According to the HPC report, the bronze statue “Does not meet the 40-year threshold generally required for historic designation in the City of Ventura.”
It continues, “As a commemorative statue that is a replica of a 1930s cast stone original, the 1989 statue is not potentially significant in its own right… Therefore, it is not a historical resource as defined by CEQA and its potential relocation would not constitute a significant impact to the environment.”

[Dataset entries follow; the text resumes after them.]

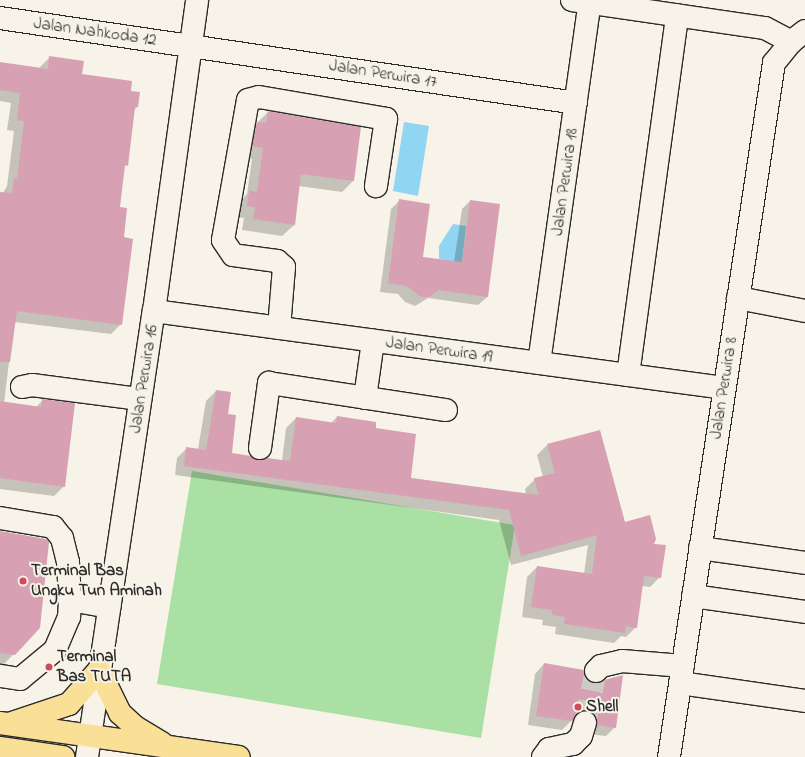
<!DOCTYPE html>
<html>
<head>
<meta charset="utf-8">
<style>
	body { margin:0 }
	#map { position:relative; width:805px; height:757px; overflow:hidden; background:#f7f3e8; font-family:"Indie Flower",sans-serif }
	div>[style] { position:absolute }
	.green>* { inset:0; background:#aae0a3 }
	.water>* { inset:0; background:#90d6f2 }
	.shadow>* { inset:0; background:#0003 }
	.building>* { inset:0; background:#d8a0b3 }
	.minor-tunnel>* { height:22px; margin-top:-11px; transform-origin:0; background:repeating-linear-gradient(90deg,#cecbc2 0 22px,transparent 0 33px) }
	.roads { filter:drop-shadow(1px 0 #2b2b2b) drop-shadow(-1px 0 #2b2b2b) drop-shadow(0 1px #2b2b2b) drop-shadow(0 -1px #2b2b2b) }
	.minor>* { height:22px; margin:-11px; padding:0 11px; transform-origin:11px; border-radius:11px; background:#f7f3e8 }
	.major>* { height:22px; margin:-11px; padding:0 11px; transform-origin:11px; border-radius:11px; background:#fadf96 }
	.dots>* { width:11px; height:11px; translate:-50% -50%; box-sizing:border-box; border:2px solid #f7f3e8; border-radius:50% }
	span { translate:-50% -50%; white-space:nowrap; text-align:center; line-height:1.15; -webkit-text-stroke:4px #f7f3e8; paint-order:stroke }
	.street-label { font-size:17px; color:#2b2b2b }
	.poi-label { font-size:17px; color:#2b2b2b; font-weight:700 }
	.left { translate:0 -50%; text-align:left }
</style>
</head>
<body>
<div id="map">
	<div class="green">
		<i style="clip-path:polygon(192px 471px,515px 525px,481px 738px,157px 684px)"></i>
	</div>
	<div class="water">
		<i style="clip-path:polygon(404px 122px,429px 126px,418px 196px,393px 191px)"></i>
		<i style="clip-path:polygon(453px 224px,466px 226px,462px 263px,439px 259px,439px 246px)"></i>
	</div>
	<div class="shadow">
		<i style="clip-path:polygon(50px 57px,81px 75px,130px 92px,137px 107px,134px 110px,118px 208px,122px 238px,121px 324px,111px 334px,14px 322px,4px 403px,36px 407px,43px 400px,64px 486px,54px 496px,0 489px,0 193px,3px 193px,7px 186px,14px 131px,7px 130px,11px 103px,0 101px,0 63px,39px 68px)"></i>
		<i style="clip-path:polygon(268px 112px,353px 181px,342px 192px,299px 186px,294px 225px,282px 236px,242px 230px,244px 218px,236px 217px,238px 203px,247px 194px,252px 159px,242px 157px,246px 134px)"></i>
		<i style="clip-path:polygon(399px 201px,422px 258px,454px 262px,462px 209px,470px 201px,487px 297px,478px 305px,428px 298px,415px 306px,405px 302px,398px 294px,380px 292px,391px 209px)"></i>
		<i style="clip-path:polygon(216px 391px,227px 415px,231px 454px,258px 461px,282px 461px,286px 428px,296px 418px,331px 423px,337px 417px,374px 429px,410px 478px,526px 494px,525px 489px,535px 479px,543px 477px,537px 455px,547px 445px,624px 523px,653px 545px,660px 577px,650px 587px,642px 586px,636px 627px,626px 637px,621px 636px,614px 643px,555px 634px,556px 627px,542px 625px,543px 620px,522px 617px,527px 577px,537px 567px,584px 574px,588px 545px,511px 565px,499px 520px,175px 475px,177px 458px,187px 448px,198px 449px,206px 401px)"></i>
		<i style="clip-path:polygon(0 532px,39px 628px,2px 666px,0 666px)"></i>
		<i style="clip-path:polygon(544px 664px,586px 680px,615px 727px,606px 736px,588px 734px,579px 720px,571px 721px,562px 730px,528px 725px,535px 674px)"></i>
	</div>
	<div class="building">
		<i style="clip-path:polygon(49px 56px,84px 61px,82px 74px,132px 81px,131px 91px,140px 92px,138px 107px,135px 107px,128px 166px,125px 165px,120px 207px,127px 208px,124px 237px,133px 239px,122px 325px,17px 311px,10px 362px,0 362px,0 192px,12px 193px,14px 178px,17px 179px,24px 121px,17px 120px,20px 93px,0 90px,0 62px,48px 69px)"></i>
		<i style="clip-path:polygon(268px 111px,361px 127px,354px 181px,301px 174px,295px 225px,253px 219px,255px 207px,247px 206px,249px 191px,257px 192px,263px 148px,252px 146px,257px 122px,266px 123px)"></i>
		<i style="clip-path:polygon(399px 199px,430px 204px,423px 257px,462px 262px,470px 200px,500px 204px,488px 297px,438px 290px,429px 297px,421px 297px,407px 286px,388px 283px)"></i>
		<i style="clip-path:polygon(216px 390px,231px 392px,228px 414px,236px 415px,232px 453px,251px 456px,258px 460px,267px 458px,290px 461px,296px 417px,336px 423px,337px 416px,376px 422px,376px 428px,416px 434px,411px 478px,539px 495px,534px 478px,555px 473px,547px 444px,600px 430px,625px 522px,650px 515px,656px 539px,654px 544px,666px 545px,661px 578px,644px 576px,637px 628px,626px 626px,625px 633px,564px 624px,565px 617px,552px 615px,552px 610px,531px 607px,537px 566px,592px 574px,597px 535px,521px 556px,509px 510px,184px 466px,186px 447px,206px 450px)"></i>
		<i style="clip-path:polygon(42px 399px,75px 403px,65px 487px,0 478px,0 401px,41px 407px)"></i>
		<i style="clip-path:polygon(0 531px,46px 539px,49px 542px,40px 628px,15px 655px,0 653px)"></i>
		<i style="clip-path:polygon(544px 663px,584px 670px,587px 680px,593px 683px,623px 675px,616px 728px,597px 725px,594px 715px,588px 711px,577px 714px,573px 721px,536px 716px)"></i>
	</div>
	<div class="minor-tunnel">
		<i style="left:585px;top:723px;width:53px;rotate:-78.1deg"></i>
	</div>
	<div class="roads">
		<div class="minor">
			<i style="left:572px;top:0;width:195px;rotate:8.3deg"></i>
			<i style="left:765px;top:28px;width:30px;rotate:28deg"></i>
			<i style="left:0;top:18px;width:582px;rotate:8.39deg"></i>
			<i style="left:738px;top:298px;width:68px;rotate:11deg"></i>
			<i style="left:154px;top:311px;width:575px;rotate:7.69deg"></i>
			<i style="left:279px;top:328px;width:61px;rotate:-85.3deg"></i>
			<i style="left:284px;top:267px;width:9px;rotate:-139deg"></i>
			<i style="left:277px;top:261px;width:44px;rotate:-172.2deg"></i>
			<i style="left:233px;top:255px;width:18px;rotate:-124deg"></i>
			<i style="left:223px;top:240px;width:142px;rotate:-79.9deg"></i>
			<i style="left:248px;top:100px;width:11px;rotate:-15deg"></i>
			<i style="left:259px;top:97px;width:129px;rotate:9.8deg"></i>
			<i style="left:386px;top:119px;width:68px;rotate:98.5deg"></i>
			<i style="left:539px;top:363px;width:367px;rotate:-82deg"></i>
			<i style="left:628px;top:375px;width:363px;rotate:-82.2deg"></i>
			<i style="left:22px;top:387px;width:10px;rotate:-11deg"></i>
			<i style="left:32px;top:385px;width:109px;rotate:7.4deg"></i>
			<i style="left:365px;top:398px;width:58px;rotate:-82deg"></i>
			<i style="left:260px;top:448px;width:66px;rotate:-82.1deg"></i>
			<i style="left:269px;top:383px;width:179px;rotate:8.7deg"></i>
			<i style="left:0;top:518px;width:54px;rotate:9.6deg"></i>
			<i style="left:53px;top:527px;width:14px;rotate:51deg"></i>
			<i style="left:62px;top:538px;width:25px;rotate:76deg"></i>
			<i style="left:68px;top:562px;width:38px;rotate:87deg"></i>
			<i style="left:70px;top:600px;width:17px;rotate:93deg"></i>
			<i style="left:69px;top:617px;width:36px;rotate:113deg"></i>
			<i style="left:55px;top:650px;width:45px;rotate:140.4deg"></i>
			<i style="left:20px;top:679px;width:20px;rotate:-171deg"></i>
			<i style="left:700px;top:548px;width:106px;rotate:8.1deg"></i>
			<i style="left:693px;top:596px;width:113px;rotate:8.1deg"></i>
			<i style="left:70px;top:600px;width:40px;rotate:10deg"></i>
			<i style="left:596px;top:671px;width:7px;rotate:-45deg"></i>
			<i style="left:601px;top:666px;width:22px;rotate:-13deg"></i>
			<i style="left:622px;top:661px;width:61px;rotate:4.7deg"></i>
			<i style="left:680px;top:683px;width:126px;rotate:8.2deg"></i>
			<i style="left:87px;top:757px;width:451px;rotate:-81.5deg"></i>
			<i style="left:154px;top:311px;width:314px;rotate:-82.1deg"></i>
			<i style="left:543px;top:757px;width:10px;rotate:-53deg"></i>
			<i style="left:549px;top:749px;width:25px;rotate:-12deg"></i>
			<i style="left:573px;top:744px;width:11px;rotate:-45deg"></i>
			<i style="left:581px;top:736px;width:14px;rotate:-73deg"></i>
			<i style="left:669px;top:757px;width:702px;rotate:-81.4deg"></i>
			<i style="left:774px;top:63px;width:27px;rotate:-51deg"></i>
			<i style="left:791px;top:42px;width:18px;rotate:-38deg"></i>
		</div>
		<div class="major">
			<i style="left:0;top:723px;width:241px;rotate:8.1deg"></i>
			<i style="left:12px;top:723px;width:60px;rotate:-18.4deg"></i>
			<i style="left:69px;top:704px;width:45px;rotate:-48.6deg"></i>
			<i style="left:99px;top:670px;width:48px;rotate:64deg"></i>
			<i style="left:120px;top:713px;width:21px;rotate:43deg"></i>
			<i style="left:135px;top:727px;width:31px;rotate:31deg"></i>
			<i style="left:0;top:748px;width:64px;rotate:8.1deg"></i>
		</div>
	</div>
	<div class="dots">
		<i style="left:23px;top:581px;background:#d1495b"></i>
		<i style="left:49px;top:667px;background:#d1495b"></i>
		<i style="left:578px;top:707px;background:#d1495b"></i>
	</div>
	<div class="street-label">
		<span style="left:95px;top:32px;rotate:8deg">Jalan Nahkoda 12</span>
		<span style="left:383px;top:74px;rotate:9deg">Jalan Perwira 17</span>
		<span style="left:565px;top:182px;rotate:-82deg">Jalan Perwira 18</span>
		<span style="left:439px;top:350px;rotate:8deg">Jalan Perwira 19</span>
		<span style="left:144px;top:379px;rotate:-81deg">Jalan Perwira 16</span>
		<span style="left:724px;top:388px;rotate:-81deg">Jalan Perwira 8</span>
	</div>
	<div class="poi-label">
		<span class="left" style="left:31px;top:581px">Terminal Bas<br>Ungku Tun Aminah</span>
		<span class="left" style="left:57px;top:667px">Terminal<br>Bas TUTA</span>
		<span class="left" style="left:586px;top:707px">Shell</span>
	</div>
</div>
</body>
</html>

The plaintiffs argue the conclusion runs against several key points, including: the bronze replacement being referred to as a “landmark renewed” during its 1989 unveiling ceremony; the city of Ventura’s Downtown Specific Plan specifying the Father Serra statue as a historic resource; the city requiring a developer who proposed a condominium project in 2018 to make sure the project “integrates into the context of the Father Serra Statue (Landmark No. 3);” and the statue’s inclusion in a 2007 Historic Resources Group survey of historic landmarks in Ventura.
Removing statues and monuments of the United States’ historical figures from public spaces has become a hot issue as of late. A petition calling for the removal of the Father Serra statue from the Mission Santa Ines in Solvang circulated in the Santa Ynez Valley before Ventura’s decision to move the statue.
In a statement responding to the petition, the Santa Ines Mission said that while Father Serra’s involvement in Spanish colonial policy is “problematic” and the Mission system “far from perfect,” “there is no historical support for the attack on his character found in the wording of the petition and subsequent statements.”
It appears unlikely that the local statute will be removed, as the city of Solvang has no jurisdiction over its placement because it is located on private property.
“We recognize the desire to remove statues that are on public property, but as a place of worship for thousands of Catholic faithful, we respectfully must affirm our First Amendment right to keep the statue of St. Junipero Serra safely on our mission grounds where it stands and where the faithful can visit and venerate it,” the statement read.